Using the data below, work out how many lines contain "water", and report only that number.

- _EXCERPTED DATA_
/---

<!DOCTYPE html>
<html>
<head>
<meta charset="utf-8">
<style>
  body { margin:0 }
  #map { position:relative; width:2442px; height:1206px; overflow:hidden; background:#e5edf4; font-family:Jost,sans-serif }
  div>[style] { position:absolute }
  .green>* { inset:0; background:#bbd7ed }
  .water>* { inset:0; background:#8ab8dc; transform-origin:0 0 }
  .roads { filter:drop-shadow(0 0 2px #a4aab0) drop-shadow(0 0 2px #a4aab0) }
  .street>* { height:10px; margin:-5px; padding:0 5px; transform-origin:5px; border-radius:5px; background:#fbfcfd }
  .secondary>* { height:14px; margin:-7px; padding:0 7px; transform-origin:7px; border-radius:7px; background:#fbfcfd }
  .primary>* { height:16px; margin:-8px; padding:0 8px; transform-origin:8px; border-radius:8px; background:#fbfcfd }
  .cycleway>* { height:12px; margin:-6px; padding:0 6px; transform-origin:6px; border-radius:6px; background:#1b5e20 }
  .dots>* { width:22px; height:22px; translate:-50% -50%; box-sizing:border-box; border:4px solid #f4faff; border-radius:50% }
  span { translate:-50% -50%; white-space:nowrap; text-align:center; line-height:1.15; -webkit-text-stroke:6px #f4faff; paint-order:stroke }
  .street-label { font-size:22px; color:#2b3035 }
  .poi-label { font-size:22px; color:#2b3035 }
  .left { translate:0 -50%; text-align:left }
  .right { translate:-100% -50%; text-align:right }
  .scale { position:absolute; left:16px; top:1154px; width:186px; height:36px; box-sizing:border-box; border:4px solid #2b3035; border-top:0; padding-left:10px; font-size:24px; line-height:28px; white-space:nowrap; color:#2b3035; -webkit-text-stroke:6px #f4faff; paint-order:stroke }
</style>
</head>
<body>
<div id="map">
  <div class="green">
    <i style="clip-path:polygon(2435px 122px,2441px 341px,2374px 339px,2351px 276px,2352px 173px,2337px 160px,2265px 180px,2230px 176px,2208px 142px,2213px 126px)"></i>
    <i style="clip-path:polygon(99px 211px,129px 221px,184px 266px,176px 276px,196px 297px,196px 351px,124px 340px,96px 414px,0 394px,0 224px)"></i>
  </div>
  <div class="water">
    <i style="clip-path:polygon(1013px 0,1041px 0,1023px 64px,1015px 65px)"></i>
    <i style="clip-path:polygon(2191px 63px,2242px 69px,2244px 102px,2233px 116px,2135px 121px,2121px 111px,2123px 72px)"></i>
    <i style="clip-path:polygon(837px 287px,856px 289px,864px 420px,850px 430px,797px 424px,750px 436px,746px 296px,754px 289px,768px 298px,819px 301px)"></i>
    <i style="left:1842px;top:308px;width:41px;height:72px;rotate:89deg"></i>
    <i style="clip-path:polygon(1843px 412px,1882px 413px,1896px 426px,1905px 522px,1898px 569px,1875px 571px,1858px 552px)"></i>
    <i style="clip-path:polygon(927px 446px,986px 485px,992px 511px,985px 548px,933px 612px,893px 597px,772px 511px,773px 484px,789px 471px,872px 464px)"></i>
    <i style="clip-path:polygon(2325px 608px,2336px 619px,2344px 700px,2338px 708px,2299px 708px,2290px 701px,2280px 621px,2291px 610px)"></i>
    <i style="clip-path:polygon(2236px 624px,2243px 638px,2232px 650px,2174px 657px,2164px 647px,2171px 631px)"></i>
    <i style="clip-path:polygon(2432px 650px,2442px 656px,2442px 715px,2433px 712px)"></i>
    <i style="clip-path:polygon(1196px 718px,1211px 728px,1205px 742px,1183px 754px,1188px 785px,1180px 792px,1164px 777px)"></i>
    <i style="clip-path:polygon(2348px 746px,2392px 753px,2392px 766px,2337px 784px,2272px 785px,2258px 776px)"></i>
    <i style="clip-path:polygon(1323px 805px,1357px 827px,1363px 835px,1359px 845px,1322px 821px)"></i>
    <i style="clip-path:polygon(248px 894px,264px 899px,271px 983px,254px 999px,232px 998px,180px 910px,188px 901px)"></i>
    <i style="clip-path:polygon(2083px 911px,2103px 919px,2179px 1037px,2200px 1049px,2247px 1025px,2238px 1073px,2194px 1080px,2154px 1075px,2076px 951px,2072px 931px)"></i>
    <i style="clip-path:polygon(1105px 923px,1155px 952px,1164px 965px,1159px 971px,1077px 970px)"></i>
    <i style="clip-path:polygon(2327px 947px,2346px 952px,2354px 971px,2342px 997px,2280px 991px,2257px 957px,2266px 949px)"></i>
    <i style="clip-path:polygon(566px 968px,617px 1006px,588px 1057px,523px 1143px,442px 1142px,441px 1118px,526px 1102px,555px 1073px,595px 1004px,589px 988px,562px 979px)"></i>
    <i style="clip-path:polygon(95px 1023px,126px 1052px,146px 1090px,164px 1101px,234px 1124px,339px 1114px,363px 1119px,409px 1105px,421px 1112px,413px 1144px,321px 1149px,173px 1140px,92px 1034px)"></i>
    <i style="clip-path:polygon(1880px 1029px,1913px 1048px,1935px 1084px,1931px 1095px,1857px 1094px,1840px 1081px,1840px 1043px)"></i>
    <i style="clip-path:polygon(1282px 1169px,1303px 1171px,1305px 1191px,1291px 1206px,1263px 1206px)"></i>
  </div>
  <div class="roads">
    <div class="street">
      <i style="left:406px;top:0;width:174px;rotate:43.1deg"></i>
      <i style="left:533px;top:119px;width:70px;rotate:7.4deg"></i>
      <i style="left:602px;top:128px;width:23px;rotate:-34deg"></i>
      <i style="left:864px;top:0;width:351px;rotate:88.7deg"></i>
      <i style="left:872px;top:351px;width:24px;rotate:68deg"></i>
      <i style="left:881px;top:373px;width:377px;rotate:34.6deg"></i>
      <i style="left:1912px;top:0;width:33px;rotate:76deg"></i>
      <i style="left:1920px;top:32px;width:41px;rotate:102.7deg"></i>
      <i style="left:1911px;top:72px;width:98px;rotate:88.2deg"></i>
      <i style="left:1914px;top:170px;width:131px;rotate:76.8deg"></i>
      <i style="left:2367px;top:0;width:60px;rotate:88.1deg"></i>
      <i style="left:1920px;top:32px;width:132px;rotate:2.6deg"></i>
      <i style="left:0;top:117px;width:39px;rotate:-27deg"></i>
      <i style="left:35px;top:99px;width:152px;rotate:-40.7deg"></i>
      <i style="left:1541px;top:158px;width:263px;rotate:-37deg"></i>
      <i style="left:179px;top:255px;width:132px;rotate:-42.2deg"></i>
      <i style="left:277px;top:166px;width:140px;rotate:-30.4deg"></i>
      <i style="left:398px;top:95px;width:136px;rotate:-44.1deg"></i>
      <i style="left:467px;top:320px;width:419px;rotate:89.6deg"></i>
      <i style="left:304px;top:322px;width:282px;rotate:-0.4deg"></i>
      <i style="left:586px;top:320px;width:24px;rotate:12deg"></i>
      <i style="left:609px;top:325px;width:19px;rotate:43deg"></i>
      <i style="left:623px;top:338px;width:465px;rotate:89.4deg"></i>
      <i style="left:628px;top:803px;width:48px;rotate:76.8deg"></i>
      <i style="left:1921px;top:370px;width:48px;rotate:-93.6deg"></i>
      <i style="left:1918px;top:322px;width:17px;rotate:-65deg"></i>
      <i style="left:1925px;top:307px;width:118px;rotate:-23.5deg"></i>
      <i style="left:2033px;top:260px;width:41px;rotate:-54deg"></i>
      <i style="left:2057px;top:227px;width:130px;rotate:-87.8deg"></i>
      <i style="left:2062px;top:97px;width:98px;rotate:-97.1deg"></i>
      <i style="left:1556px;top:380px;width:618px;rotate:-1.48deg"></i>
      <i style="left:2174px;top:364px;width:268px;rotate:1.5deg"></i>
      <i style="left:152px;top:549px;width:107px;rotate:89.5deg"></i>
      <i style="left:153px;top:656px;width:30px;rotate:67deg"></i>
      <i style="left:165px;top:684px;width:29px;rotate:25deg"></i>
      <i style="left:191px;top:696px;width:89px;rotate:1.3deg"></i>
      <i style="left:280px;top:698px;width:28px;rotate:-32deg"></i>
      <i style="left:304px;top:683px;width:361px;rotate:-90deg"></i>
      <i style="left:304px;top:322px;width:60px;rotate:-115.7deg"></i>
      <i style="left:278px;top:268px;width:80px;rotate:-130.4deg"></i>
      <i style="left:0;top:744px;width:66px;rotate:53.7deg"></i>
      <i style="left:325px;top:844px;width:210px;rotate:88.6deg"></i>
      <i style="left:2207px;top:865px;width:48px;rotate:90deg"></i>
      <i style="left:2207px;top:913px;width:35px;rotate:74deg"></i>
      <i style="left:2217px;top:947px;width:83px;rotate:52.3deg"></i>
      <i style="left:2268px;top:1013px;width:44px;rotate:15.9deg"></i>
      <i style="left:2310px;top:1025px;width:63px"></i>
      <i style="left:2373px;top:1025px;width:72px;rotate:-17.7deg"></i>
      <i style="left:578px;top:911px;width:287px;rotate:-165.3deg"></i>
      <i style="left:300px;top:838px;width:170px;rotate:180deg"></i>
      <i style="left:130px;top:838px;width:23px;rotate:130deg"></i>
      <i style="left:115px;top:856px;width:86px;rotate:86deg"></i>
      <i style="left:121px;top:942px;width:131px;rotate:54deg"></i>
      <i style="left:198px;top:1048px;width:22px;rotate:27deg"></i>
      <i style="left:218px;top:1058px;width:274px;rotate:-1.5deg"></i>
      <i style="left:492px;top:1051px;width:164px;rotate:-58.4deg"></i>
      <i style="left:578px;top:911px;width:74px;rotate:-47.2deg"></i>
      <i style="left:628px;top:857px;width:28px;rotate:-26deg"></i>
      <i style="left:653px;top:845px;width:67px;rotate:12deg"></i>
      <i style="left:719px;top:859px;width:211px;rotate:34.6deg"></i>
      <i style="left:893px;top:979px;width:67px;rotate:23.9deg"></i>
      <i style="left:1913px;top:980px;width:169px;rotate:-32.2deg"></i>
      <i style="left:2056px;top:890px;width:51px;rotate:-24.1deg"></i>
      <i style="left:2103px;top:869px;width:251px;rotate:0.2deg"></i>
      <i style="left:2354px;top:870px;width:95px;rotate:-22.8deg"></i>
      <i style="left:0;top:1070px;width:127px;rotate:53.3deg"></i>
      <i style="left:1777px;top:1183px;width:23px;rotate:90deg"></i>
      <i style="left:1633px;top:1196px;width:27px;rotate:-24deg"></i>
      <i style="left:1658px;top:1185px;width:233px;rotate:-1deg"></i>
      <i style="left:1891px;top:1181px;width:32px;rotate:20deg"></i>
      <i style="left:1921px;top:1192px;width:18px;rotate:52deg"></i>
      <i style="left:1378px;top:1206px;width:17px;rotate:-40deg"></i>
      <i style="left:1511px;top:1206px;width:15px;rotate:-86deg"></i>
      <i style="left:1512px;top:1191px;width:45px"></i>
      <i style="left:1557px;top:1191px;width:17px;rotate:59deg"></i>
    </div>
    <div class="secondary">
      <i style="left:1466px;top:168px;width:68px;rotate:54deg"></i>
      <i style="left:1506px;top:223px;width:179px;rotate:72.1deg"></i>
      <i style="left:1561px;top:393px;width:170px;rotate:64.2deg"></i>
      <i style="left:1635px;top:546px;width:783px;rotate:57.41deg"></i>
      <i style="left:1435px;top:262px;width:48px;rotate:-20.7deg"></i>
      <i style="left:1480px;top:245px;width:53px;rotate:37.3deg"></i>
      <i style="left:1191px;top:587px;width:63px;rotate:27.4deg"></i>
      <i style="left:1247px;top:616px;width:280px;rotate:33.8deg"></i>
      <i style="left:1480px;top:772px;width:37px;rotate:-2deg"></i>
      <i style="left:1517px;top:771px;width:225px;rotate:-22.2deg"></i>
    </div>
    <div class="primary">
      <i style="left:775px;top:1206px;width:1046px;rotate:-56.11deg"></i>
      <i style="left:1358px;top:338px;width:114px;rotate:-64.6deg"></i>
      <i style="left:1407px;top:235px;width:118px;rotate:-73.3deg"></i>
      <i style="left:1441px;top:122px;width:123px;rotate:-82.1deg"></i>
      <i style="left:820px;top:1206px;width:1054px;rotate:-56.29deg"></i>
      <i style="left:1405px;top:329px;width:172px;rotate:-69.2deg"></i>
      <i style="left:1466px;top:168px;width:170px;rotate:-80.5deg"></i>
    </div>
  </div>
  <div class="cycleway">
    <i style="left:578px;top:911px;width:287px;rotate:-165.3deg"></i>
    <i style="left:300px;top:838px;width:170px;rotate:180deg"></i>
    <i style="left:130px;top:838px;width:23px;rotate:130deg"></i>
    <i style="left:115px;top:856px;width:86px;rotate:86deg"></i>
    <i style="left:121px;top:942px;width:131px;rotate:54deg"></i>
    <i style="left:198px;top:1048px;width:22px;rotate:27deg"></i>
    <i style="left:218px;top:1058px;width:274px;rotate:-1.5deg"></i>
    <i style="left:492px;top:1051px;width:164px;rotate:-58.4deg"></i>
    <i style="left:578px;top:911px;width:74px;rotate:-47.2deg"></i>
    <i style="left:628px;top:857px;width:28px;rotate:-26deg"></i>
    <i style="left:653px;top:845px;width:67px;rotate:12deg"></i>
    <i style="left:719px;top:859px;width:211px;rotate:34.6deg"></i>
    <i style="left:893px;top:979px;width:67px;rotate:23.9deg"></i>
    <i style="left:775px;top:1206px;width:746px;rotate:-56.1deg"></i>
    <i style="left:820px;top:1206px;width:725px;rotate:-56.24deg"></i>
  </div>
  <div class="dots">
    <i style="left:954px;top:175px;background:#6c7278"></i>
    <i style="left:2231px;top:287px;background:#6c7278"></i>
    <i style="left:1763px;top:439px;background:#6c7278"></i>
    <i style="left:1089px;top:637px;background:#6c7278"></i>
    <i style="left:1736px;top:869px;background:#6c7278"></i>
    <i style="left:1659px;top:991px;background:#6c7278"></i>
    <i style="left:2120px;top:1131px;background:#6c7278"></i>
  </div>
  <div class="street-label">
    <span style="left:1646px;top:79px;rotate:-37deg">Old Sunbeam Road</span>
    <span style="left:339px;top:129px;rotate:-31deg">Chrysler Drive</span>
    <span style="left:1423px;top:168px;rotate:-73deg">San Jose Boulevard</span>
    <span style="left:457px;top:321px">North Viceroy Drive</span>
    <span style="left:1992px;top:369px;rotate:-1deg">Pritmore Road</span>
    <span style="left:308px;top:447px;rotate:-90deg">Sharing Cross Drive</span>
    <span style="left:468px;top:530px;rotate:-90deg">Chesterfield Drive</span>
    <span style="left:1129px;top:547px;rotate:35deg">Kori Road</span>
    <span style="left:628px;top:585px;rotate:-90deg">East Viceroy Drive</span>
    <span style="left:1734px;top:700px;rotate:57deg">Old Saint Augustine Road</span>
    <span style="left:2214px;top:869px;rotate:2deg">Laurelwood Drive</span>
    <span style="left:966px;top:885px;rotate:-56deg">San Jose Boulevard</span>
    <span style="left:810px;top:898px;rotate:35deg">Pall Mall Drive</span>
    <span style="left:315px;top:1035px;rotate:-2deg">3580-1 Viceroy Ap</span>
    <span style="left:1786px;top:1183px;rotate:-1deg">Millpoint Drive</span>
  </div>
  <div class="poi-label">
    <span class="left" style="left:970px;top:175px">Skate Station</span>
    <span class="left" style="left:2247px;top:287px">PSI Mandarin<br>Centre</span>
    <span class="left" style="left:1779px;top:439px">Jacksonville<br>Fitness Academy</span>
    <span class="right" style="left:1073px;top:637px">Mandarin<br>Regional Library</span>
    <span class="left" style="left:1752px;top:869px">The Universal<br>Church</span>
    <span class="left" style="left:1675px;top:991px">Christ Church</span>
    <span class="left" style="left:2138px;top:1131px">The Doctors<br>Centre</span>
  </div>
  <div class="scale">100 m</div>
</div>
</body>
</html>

\---

- _RESPONSE_
2